One path leads to nothingness, one back to the towers.
Forks in roads remind me of the pain that seized my power.

I've now returned to the ashen, burned confines of winter's palace.
The shadow's whip, strikes as I sip from Satan's silver challis
And bite away, the duskless days, I'm chewing my own flesh.
I can't escape, barbed wire snags me, caught in metal mesh.

I now reside, my heart astray, in the depths of my dear cell.
Albeit the cuffs are cold, so tough, I'm a pearl, this is my shell.
Our island's carved from ivory, the river rushes by.
I crouch in my own crevice, staring blankly, wondering "...why?"

Although it's come to time of day when I trip into a slumber,
where anxieties, my sack of books, renders me encumbered.
Like water circling daytime's drain, I cartwheel into sleep -
Same snow-walled kingdom, office-throned, but all's not what it seems.

Those daffodils with buttered crowns aim skyward in a greeting.
The jade-green grounds are similar but mind clouded, thoughts a-fleeting -
something's amiss, too much bliss pervades the sun-swept garden.
The bench where I sit is splintered no more, my soul is battle-hardened.

I've shed my orange jumpsuit, the sun's ribbons of gold
Furl floorwards, I feel freer, not even on parole.
My pockets sag, is it my worries, a phantom haunting me?
My palm withdraws: a feeble hope embodied in a key.

A box within a box within a box within a box.
My future lies embedded deep in bedrock, now unlocked.
The daughter of a smile sits aside me, daisy-eared
As I bask in balmy present, do I remember what I feared?

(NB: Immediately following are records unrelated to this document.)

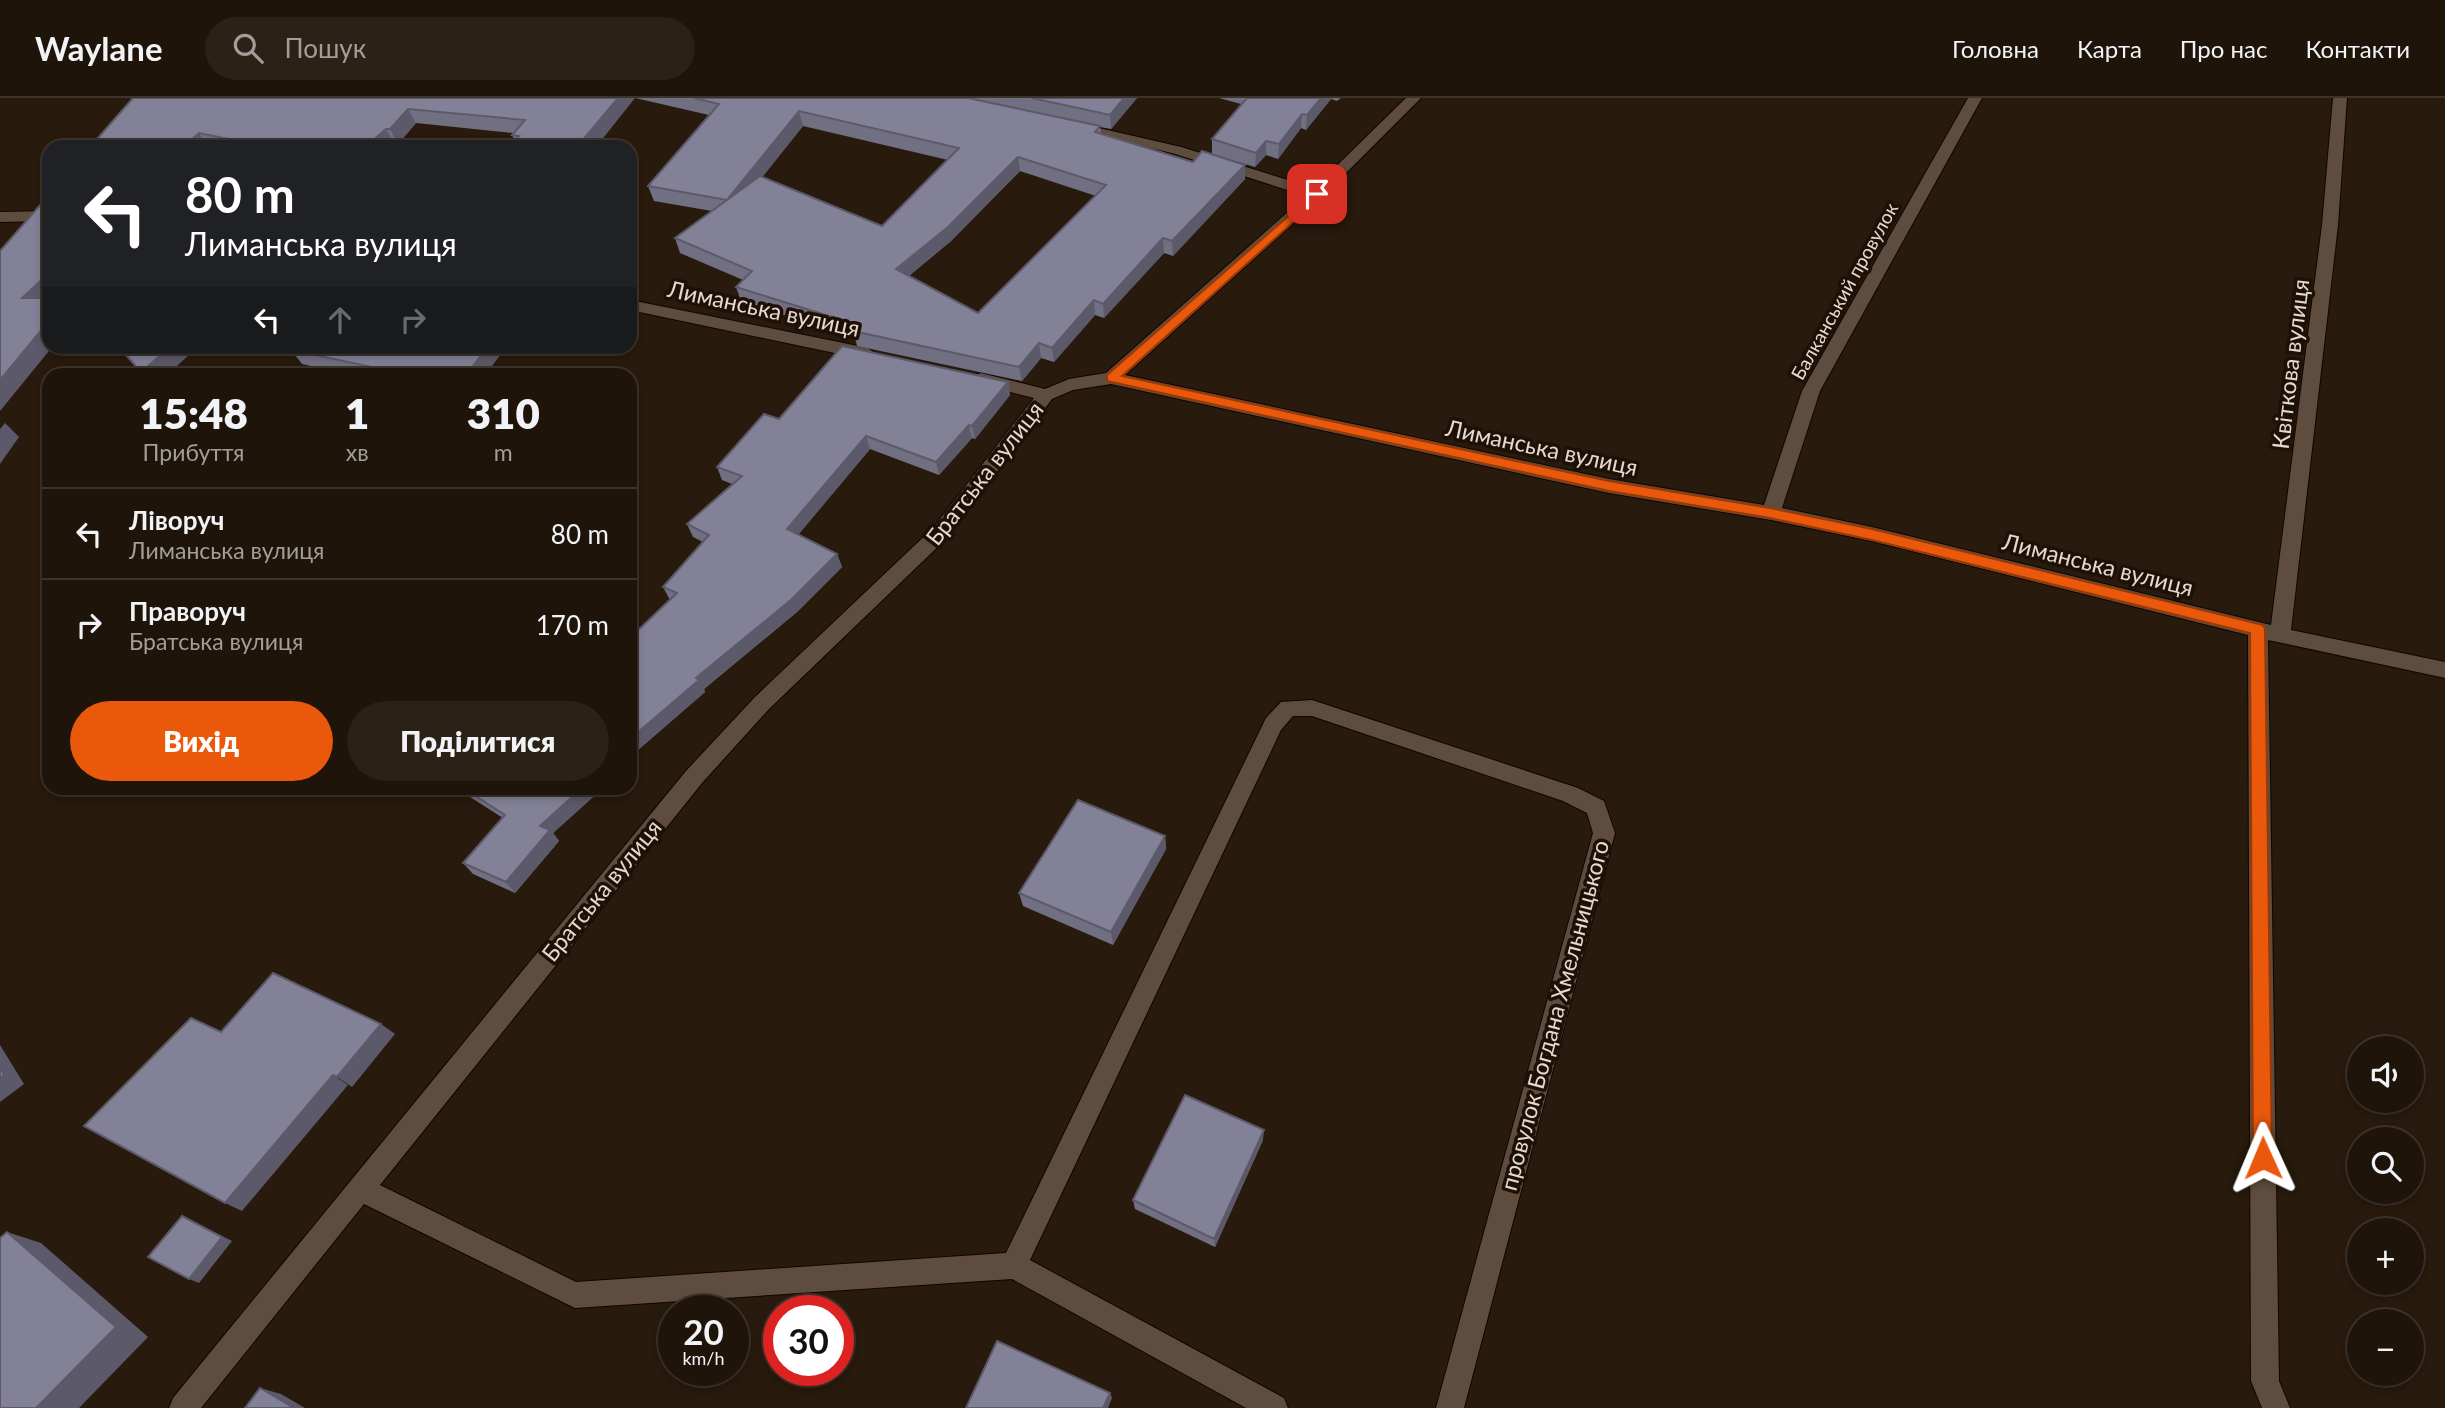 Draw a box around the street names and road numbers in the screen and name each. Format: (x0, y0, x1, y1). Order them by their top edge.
street label: Балканський провулок (1786, 198, 1902, 384)
street label: Лиманська вулиця (665, 274, 862, 342)
street label: Квіткова вулиця (2266, 277, 2314, 451)
street label: Братська вулиця (919, 396, 1049, 550)
street label: Лиманська вулиця (1443, 413, 1640, 481)
street label: Лиманська вулиця (1999, 527, 2196, 601)
street label: Братська вулиця (535, 813, 667, 967)
street label: провулок Богдана Хмельницького (1494, 837, 1614, 1193)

But the final act has come to close, red curtains form a downpour.
The masks peel off, we're actors, please let there be an encore.
I surface to reality from the whirlpool of a dream,
Tornadoed in my shrapnel sheets, I emit a shell-shocked scream.

As it's late I'll do 'Notes' on Urban Wildflower with my next poem if that's okay... I mean, it's not like I have any readers anyway!

Thanks for reading x

Saturday, 26 March 2011

Save Me From The Savannah

Introduction: This poem is quite different to my previous two but is my least favourite to date. It's much more like a story and I feel it is too simple and straight-forward. However there is deeper meaning then you may think (see 'Notes' afterwards). This poem has the recurring them of being left behind (like 'Wayside') but also themes of feeling a failure, negatively predicting other's thoughts about oneself, "catastrophizing" and the great fear of setbacks in one's recovery process leading ultimately to fear of relapse (being eaten by the lions). Let me know what you think and before you judge, this is my least favourite! Comments welcome as always...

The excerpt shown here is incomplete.